* WHAT THE EXERCISE ASKS *
Select, from the material below, each line with "direction" in it.

* DATA FOR THIS TASK *
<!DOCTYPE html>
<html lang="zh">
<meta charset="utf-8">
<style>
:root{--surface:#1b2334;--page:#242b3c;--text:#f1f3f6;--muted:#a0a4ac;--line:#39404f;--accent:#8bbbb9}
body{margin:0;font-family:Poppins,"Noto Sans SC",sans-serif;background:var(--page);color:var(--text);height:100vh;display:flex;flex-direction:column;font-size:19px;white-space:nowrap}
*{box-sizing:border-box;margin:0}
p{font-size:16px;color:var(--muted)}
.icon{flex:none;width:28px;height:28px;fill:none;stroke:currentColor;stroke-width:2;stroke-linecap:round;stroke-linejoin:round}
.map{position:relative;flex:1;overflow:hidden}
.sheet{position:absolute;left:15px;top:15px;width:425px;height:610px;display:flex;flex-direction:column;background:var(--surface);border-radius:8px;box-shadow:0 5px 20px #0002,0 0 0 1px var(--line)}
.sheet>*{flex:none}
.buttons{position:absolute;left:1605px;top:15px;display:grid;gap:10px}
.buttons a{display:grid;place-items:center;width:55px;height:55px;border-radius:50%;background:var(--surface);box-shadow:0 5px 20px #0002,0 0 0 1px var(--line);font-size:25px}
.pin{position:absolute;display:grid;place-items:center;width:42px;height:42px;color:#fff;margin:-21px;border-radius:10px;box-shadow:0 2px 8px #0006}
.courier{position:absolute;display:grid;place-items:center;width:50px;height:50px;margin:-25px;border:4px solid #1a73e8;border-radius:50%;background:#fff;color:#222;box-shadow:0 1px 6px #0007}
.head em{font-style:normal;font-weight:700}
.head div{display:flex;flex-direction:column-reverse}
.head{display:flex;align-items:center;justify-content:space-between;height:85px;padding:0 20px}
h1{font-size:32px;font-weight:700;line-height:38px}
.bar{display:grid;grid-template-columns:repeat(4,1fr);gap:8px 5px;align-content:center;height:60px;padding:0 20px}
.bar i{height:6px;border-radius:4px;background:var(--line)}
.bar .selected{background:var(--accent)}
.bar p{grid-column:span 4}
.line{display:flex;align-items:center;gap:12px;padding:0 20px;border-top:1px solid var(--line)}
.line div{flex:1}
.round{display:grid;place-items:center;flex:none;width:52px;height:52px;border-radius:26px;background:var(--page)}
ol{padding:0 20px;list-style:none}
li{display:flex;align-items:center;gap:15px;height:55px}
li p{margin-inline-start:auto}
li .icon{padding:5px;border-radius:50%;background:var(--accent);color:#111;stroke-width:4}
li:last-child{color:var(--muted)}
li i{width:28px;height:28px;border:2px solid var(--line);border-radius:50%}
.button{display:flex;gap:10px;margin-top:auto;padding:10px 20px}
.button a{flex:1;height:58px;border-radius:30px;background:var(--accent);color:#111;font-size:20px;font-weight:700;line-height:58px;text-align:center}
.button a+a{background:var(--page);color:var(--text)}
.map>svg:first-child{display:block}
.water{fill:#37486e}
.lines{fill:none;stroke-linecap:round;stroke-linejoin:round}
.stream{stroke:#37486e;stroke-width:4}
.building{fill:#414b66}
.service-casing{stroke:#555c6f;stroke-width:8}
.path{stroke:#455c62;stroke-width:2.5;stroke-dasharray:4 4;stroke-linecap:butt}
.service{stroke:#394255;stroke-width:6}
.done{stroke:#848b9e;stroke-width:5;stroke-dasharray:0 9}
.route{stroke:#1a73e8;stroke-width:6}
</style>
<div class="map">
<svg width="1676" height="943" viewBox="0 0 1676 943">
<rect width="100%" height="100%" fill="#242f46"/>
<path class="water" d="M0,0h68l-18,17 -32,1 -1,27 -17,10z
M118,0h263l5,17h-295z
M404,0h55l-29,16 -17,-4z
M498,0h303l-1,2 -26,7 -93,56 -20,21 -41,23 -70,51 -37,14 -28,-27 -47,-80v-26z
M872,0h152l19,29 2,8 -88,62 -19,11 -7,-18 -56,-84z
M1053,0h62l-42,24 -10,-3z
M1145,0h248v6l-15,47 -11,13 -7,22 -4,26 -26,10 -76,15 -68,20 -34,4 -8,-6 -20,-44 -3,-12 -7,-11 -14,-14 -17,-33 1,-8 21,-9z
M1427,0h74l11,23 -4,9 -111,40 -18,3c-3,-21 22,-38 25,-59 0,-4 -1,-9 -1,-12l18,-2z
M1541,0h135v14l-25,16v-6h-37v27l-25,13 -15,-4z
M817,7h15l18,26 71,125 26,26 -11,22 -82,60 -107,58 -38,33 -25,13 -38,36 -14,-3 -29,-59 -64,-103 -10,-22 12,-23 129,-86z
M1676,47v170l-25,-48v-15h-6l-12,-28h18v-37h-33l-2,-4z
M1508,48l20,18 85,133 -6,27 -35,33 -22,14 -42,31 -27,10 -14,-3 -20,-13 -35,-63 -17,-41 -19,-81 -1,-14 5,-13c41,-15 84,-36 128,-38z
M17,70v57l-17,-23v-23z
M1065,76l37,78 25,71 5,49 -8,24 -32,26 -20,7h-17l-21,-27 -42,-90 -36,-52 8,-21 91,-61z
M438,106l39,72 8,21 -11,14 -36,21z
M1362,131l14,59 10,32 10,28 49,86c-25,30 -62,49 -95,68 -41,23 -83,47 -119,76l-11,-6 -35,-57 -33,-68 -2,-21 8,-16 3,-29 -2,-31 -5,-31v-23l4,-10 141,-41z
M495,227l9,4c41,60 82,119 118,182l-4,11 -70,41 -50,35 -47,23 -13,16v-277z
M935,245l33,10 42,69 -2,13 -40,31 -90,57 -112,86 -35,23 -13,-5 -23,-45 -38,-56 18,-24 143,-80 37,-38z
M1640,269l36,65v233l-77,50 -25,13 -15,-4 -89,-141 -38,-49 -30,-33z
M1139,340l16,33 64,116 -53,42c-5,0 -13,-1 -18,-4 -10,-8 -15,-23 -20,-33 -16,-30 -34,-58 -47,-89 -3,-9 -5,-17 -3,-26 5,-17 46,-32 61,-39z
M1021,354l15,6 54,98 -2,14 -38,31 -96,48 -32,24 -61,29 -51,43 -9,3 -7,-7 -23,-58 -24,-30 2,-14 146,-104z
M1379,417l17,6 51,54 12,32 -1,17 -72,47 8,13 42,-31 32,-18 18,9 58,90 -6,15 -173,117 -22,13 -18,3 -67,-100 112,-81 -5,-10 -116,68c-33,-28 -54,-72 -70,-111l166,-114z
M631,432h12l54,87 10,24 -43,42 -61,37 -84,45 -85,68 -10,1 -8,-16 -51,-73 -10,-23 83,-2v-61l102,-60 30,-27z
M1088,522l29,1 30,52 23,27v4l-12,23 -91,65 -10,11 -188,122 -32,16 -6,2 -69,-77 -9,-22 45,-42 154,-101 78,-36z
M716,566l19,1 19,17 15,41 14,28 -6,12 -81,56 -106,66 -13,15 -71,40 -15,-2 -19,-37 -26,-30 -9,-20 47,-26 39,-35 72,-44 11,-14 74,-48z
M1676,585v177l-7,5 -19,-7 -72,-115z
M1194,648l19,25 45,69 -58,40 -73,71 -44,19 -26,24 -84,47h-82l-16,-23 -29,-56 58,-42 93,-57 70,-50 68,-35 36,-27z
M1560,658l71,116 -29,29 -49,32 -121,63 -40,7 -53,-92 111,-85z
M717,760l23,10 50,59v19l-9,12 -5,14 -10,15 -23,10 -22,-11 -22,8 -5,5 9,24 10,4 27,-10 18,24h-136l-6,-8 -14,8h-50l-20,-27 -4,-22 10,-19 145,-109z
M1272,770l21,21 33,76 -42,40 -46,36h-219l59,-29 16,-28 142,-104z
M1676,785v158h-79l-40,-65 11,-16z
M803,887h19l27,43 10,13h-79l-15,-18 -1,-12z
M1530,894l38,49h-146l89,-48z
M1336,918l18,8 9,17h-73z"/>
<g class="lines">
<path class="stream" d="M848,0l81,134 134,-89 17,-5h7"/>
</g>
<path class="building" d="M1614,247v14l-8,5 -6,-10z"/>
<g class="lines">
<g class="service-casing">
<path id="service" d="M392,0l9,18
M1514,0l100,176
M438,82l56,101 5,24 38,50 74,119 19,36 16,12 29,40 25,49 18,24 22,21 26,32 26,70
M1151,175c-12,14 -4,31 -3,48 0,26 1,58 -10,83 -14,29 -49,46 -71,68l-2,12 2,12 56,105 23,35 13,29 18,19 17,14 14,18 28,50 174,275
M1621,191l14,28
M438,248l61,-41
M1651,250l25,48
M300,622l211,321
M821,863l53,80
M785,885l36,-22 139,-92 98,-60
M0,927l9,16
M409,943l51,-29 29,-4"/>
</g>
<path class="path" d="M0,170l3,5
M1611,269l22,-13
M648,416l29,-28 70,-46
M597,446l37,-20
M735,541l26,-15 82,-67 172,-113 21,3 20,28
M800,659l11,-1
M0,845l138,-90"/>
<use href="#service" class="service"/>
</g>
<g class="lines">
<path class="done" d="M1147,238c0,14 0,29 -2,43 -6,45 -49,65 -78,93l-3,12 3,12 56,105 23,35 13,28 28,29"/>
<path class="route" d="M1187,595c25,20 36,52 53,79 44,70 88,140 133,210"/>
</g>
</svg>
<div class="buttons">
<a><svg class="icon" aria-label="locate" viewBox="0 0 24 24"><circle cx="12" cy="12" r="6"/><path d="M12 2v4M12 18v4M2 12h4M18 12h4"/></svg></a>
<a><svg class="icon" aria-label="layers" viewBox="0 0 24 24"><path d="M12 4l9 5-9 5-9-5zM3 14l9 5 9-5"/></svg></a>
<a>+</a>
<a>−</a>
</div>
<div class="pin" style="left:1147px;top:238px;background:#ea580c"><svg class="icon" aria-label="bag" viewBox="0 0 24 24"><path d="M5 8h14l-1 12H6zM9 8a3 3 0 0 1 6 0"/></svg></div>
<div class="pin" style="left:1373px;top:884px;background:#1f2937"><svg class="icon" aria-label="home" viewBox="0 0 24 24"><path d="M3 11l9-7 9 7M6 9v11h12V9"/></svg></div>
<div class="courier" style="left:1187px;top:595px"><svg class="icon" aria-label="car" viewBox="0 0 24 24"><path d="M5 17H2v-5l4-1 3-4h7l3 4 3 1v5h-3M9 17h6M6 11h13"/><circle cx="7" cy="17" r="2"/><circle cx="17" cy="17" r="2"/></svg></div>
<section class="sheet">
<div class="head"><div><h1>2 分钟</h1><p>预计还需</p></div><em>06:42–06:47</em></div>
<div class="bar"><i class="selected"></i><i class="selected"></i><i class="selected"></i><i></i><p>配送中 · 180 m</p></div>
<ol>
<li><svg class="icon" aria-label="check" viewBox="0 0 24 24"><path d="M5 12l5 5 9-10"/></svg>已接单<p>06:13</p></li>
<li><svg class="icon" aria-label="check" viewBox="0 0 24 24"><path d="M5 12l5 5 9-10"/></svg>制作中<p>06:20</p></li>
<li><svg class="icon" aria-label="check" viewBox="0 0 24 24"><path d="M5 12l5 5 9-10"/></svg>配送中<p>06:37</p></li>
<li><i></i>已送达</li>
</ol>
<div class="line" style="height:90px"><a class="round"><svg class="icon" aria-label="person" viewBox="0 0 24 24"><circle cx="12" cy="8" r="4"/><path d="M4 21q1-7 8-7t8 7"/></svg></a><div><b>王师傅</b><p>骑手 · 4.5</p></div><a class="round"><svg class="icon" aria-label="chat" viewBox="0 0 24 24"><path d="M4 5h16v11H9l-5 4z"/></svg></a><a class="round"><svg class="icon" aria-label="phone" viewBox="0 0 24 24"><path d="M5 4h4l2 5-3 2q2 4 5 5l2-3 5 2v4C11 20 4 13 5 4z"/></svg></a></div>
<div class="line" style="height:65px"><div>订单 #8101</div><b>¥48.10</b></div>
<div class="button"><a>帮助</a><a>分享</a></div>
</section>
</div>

* RESULT *
body{margin:0;font-family:Poppins,"Noto Sans SC",sans-serif;background:var(--page);color:var(--text);height:100vh;display:flex;flex-direction:column;font-size:19px;white-space:nowrap}
.sheet{position:absolute;left:15px;top:15px;width:425px;height:610px;display:flex;flex-direction:column;background:var(--surface);border-radius:8px;box-shadow:0 5px 20px #0002,0 0 0 1px var(--line)}
.head div{display:flex;flex-direction:column-reverse}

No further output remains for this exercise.